08 Ocak 2014

'İktidar' neyiniz olur?

Türkiye’de siyaset hep çok kirli, hep çok derin, hep çok güvenilmez yapıların iç içe geçtiği, hep çok ‘şaibeli’ bir alan olagelmişti ancak hiç bu kadar ‘açığa’ düşmemiş, böylesine çırılçıplak kalmamıştı

Bazen, en beklenmedik anlarda ağızdan kaçıveren kelimeler bizi en kısa yoldan hakikati kavramaya götürür.

Hatırlarsınız, geçtiğimiz 23 Nisan’da Başbakan Erdoğan, koltuğunu emanet ettiği küçük Belgin’e bir cümle ile Başbakanlık dersi vermişti:

“Artık yetki senin; asarsın, kesersin, her şey sende…”

Belgin yaşından dolayı, o bir kaç dakikalık sembolik ‘iktidar’ deneyiminden alması gereken dersi alamamış olabilir, ancak Türkiye Cumhuriyeti Devleti vatandaşı olarak Başbakanının ne demek istediğini kavrayabileceği uzun yıllar var önünde.

Türkiye’de siyaset hep çok kirli, hep çok derin, hep çok güvenilmez yapıların iç içe geçtiği, hep çok ‘şaibeli’ bir alan olagelmişti ancak hiç bu kadar ‘açığa’ düşmemiş, böylesine çırılçıplak kalmamıştı.
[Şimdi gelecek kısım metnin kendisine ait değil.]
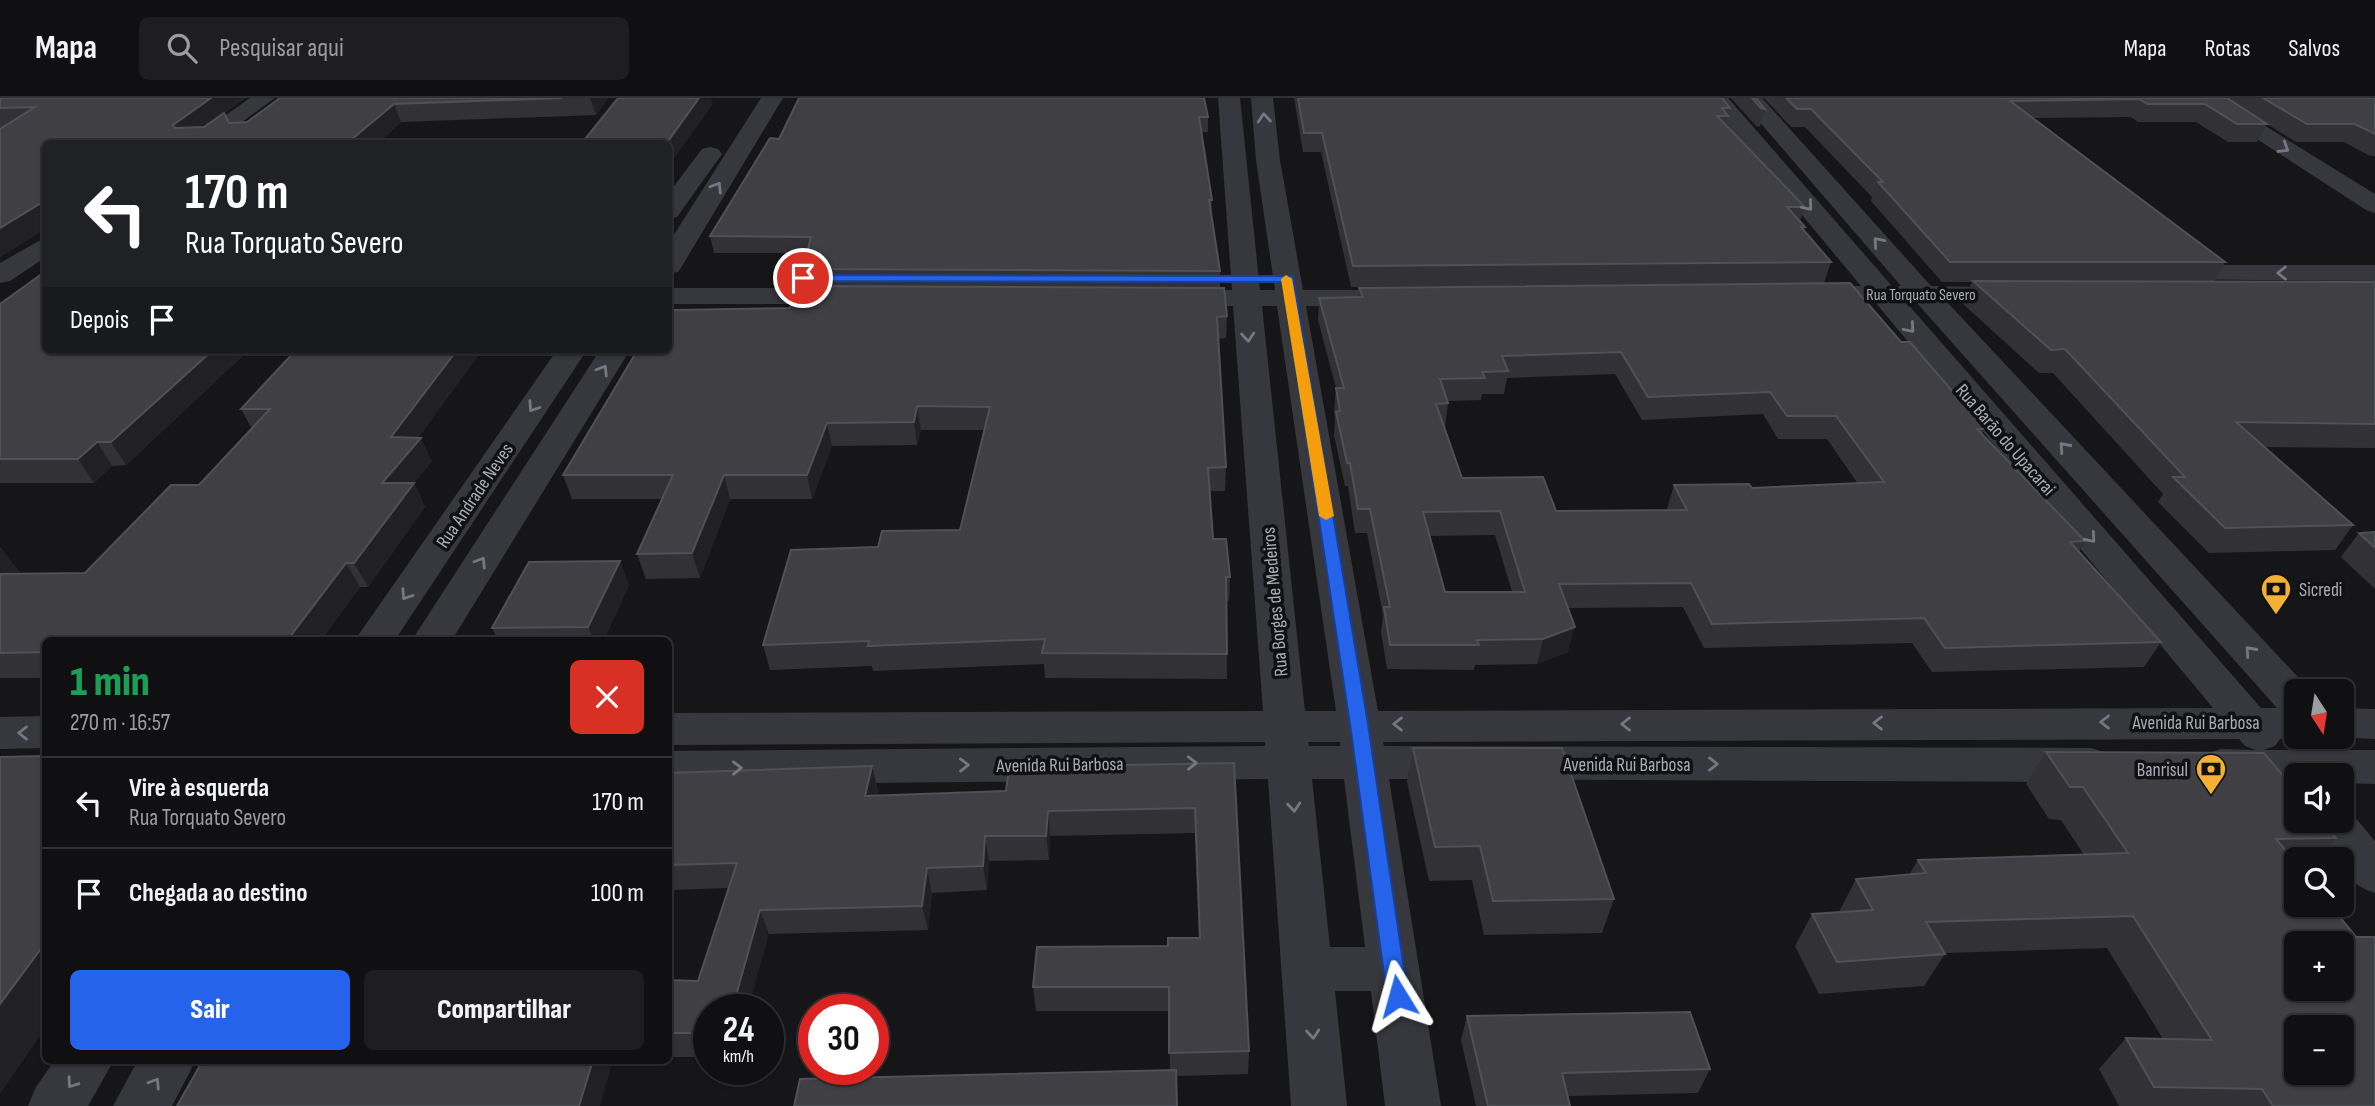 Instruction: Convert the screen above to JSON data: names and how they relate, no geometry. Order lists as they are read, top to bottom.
{
  "streets": {
    "street": [
      "Rua Torquato Severo",
      "Rua Barão do Upacarai",
      "Rua Andrade Neves",
      "Rua Borges de Medeiros",
      "Avenida Rui Barbosa"
    ]
  },
  "crossings": [
    ["Rua Torquato Severo", "Rua Barão do Upacarai"],
    ["Rua Barão do Upacarai", "Avenida Rui Barbosa"],
    ["Rua Borges de Medeiros", "Avenida Rui Barbosa"]
  ],
  "places": {
    "bank": ["Sicredi", "Banrisul"]
  },
  "north": "bottom",
  "page": {
    "header": "Mapa",
    "search": "Pesquisar aqui",
    "nav": ["Mapa", "Rotas", "Salvos"],
    "turn": ["170 m", "Rua Torquato Severo"],
    "then": "Depois",
    "heading": ["1 min", "270 m · 16:57"],
    "map_buttons": ["+", "−"],
    "list": [
      {
        "name": "Vire à esquerda",
        "note": "Rua Torquato Severo",
        "value": "170 m"
      },
      {
        "name": "Chegada ao destino",
        "value": "100 m"
      }
    ],
    "buttons": ["Sair", "Compartilhar"],
    "speed": "24 km/h",
    "limit": "30"
  }
} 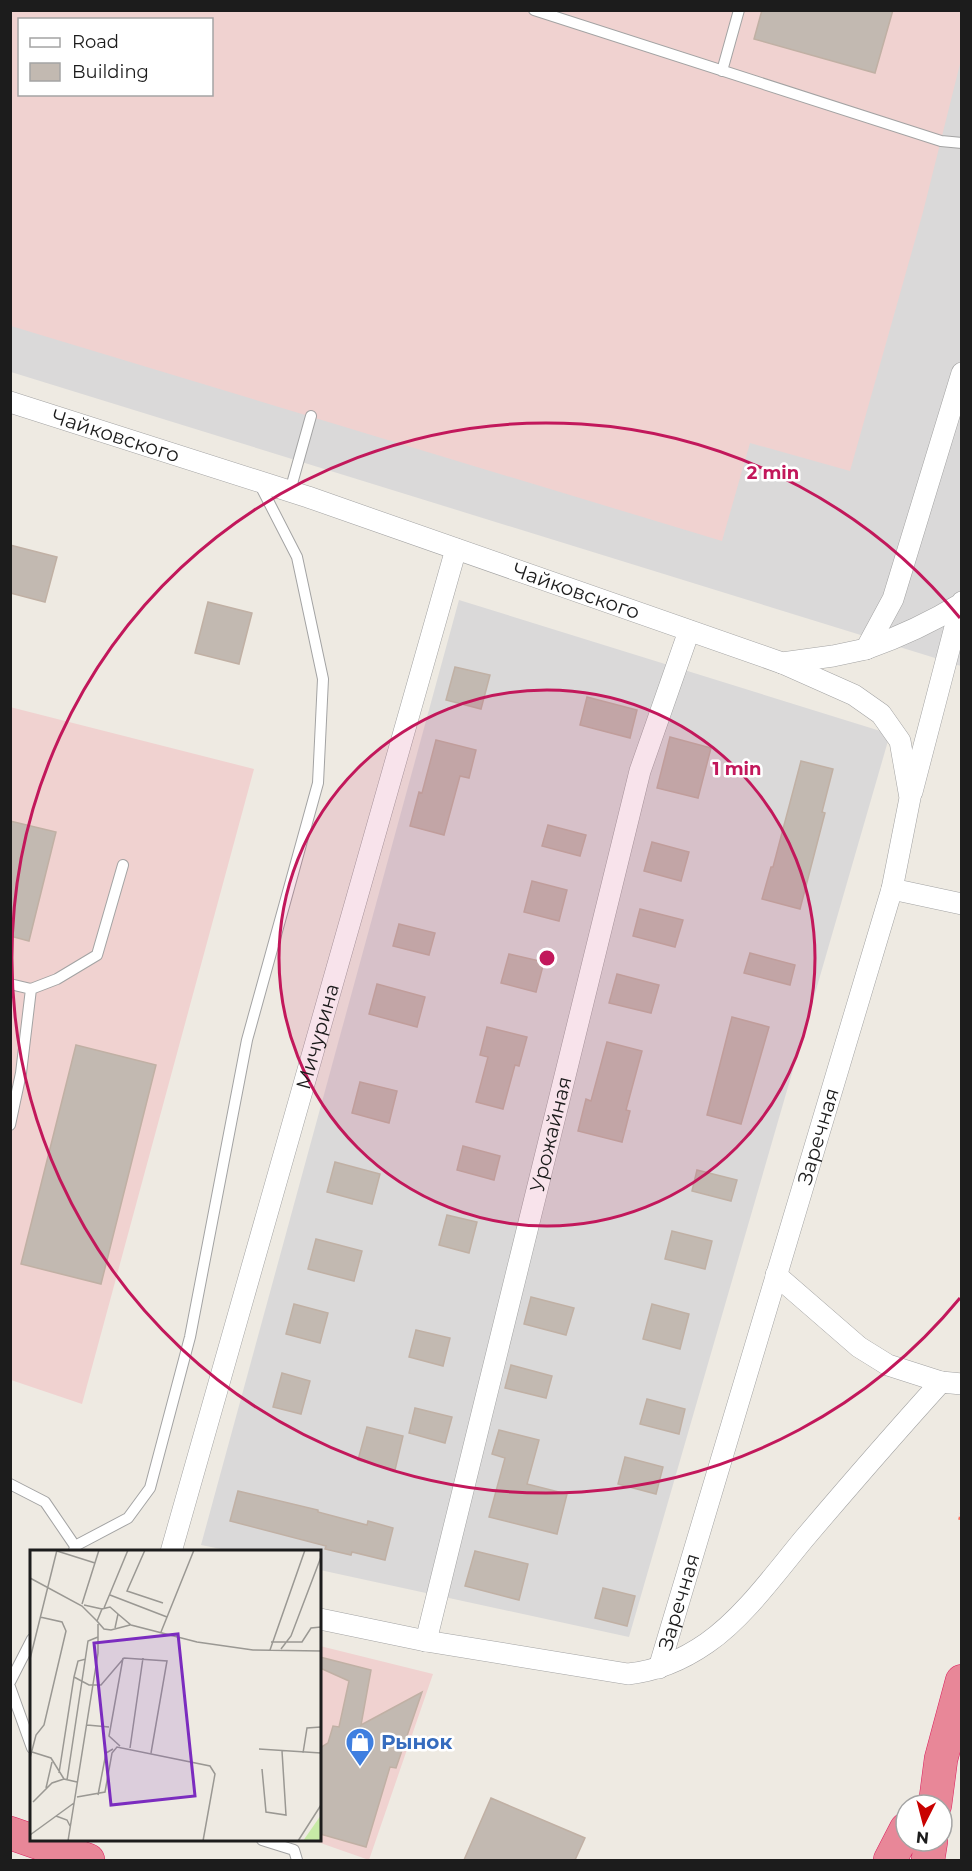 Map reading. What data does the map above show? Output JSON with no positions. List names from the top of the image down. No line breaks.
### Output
{"streets":{"street":["Чайковского","Мичурина","Урожайная","Заречная"]},"crossings":[["Чайковского","Мичурина"],["Чайковского","Урожайная"],["Чайковского","Заречная"]],"places":{"shop":["Рынок"]},"legend":["Road","Building"],"north":"bottom","rings":["2 min","1 min"]} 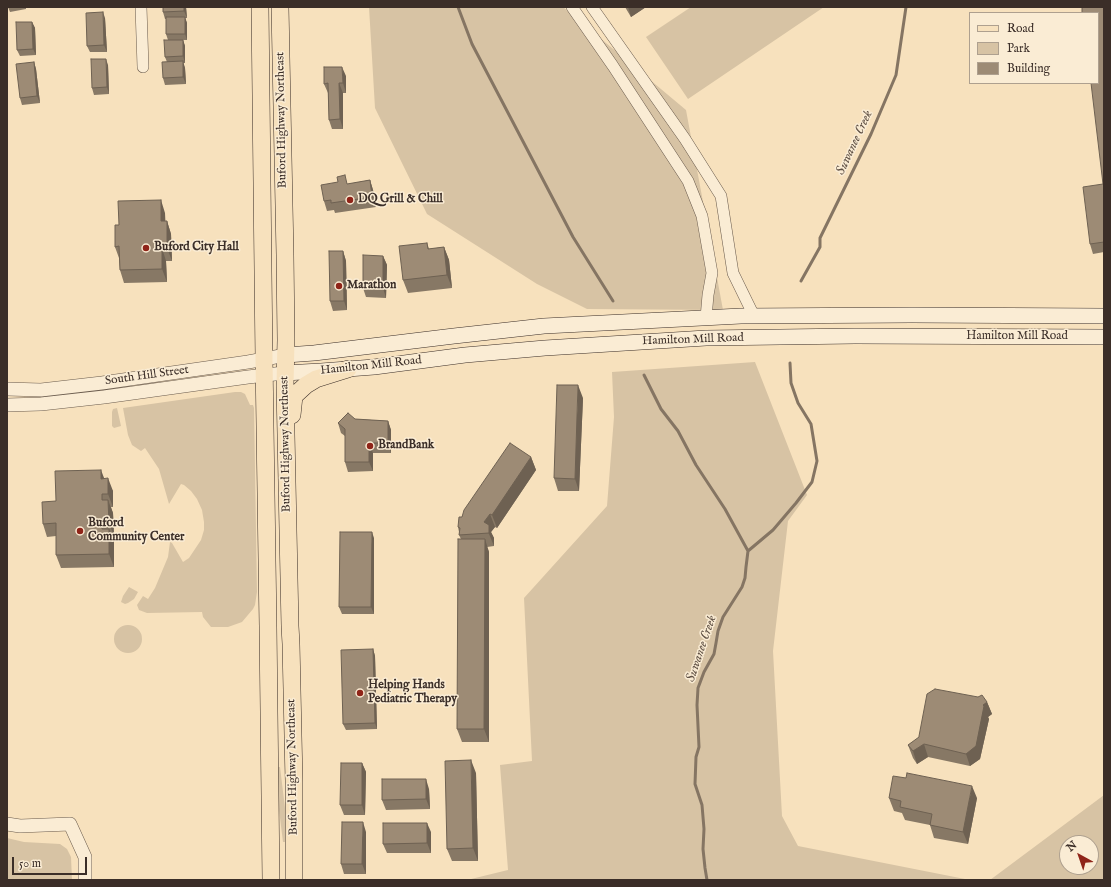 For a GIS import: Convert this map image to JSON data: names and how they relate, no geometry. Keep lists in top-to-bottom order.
{
  "streets": {
    "main road": ["Buford Highway Northeast", "Hamilton Mill Road"],
    "street": ["South Hill Street"]
  },
  "crossings": [
    ["Buford Highway Northeast", "Hamilton Mill Road"],
    ["Buford Highway Northeast", "South Hill Street"],
    ["Hamilton Mill Road", "South Hill Street"]
  ],
  "water": ["Suwanee Creek"],
  "places": [
    "DQ Grill & Chill",
    "Buford City Hall",
    "Marathon",
    "BrandBank",
    "Buford Community Center",
    "Helping Hands Pediatric Therapy"
  ],
  "legend": ["Road", "Park", "Building"],
  "scale_bar": "50 m",
  "north": "top left"
} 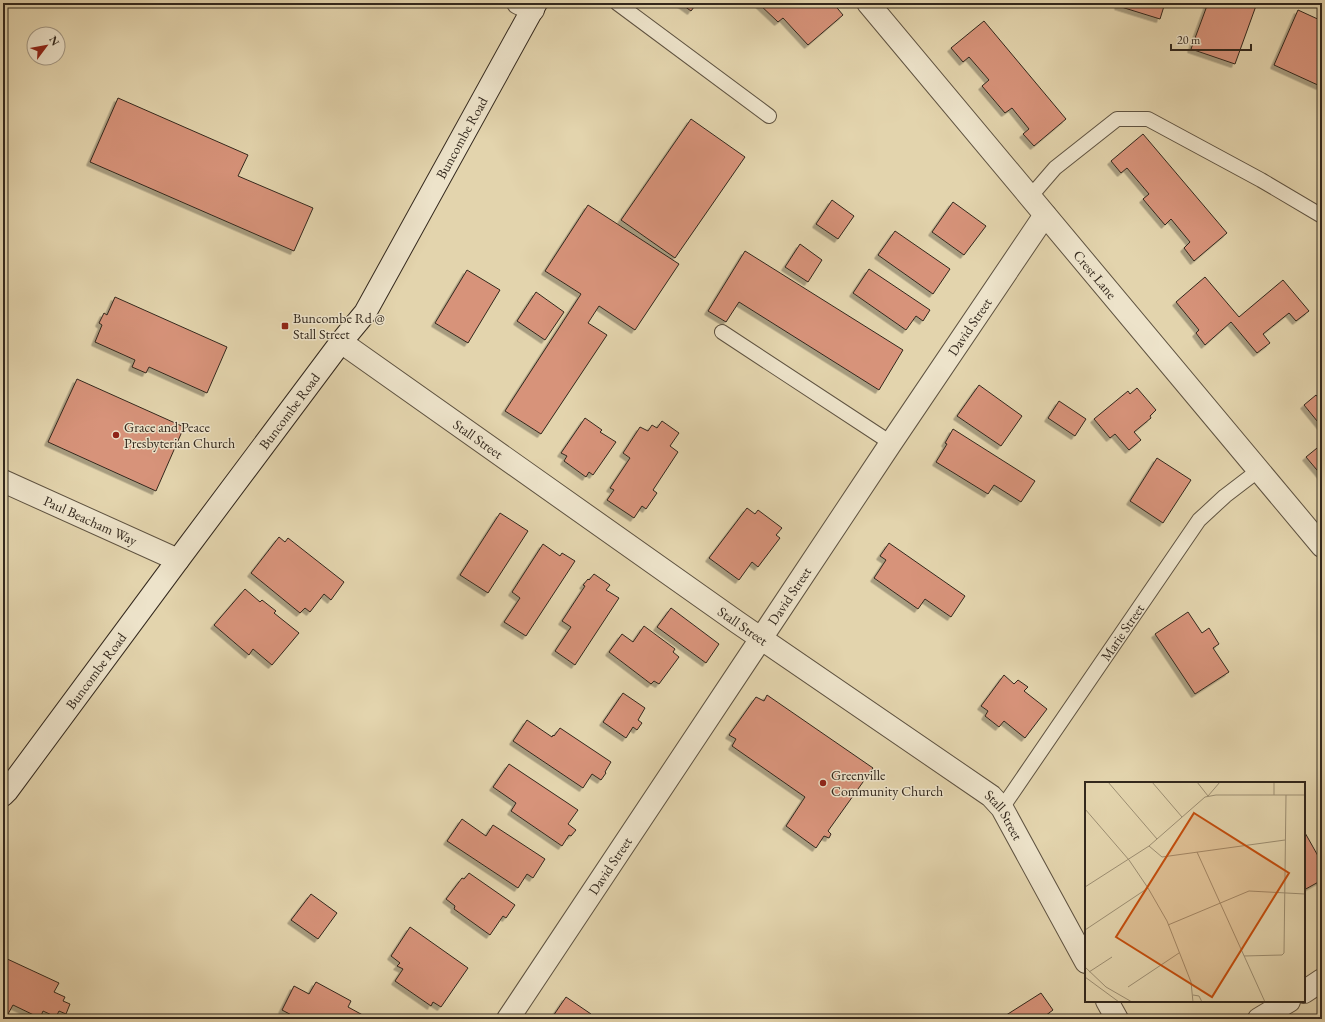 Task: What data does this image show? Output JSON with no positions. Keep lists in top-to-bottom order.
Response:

Kendi kendimize, son on yılda demokrasi bu kadar ‘ileri’ giderken nasıl oluyor da haklarımız bu kadar daralıyor, yolsuzluk bu kadar artıyor, kardeşçe yaşamak bu kadar zorlaşıyor, şiddet bu kadar yaygınlaşıyor, diye sorup duruyorduk ki 17 Aralık sabahına uyandık.

17 Aralık’ta gizli bir el (Cemaat ya da adı her ne ise) 90’lı yılların kirli siyasetinin has adamlarından -ya da mimarlarından diyelim- Mehmet Ağar’ın ‘yapamam’ dediği şeyi yaptı; kendisinin de yapı taşlarından biri olduğu duvardan  bir kaç ‘tuğla’yı çekiverdi ve biz  şimdi tüm duvarın gürültüyle, tozu dumana katarak yıkılmaya meylettiğine şahit oluyoruz.

Sadece Cemaat-AKP taraflarının değil, Türkiye Cumhuriyeti siyasi tarihinin bütün aktörlerinin ördüğü, harcı ‘hırsla, riyayla, cehaletle, rızayla, yalanla, talanla, kanla, zulümle’ karılmış bir duvarın.

Karanlık temelinde o kadar çok şaibeli ortaklık, çıkar birliktelikleri, zoraki evlilikler, sinsi-sessiz mutabakatlar -sonuç olarak o kadar çok vebal- var ki son on yılda bu duvarın üstünde yükselerek başı göğe eren bu kirli ittifak  ‘ibretlik’ sarsıntılarla  yıkılıyor.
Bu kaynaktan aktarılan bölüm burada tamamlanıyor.